* ABOUT THIS EXERCISE *
Search the material below for the string "Creek" and extract each line that has it.

* RECORD EXTRACTS *

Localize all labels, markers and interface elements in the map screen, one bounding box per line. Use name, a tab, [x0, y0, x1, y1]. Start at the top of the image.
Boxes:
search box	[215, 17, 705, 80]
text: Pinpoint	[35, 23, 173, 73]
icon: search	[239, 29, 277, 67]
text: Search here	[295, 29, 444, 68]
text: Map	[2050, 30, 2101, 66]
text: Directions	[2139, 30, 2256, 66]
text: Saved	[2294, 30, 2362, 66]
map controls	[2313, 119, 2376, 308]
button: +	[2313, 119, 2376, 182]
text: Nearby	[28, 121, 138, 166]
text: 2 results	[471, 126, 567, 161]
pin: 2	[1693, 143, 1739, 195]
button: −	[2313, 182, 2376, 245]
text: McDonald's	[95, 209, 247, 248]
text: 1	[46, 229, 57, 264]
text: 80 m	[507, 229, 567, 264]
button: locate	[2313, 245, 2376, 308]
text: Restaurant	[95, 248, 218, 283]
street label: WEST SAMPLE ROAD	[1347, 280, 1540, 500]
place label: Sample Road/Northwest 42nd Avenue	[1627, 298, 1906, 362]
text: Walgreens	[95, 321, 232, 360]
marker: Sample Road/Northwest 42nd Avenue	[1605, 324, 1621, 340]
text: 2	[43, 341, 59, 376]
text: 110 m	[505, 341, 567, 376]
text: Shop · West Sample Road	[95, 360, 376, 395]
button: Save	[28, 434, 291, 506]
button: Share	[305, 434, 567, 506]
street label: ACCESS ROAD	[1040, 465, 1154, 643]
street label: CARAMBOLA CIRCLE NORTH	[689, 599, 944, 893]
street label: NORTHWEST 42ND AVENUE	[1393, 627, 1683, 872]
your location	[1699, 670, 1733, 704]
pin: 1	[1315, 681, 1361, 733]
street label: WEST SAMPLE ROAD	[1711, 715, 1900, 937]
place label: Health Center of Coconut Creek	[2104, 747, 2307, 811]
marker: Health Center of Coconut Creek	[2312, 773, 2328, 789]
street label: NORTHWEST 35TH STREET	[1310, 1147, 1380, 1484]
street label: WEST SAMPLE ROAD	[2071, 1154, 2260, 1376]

* FINISHED EXERCISE *
place label: Health Center of Coconut Creek	[2104, 747, 2307, 811]
marker: Health Center of Coconut Creek	[2312, 773, 2328, 789]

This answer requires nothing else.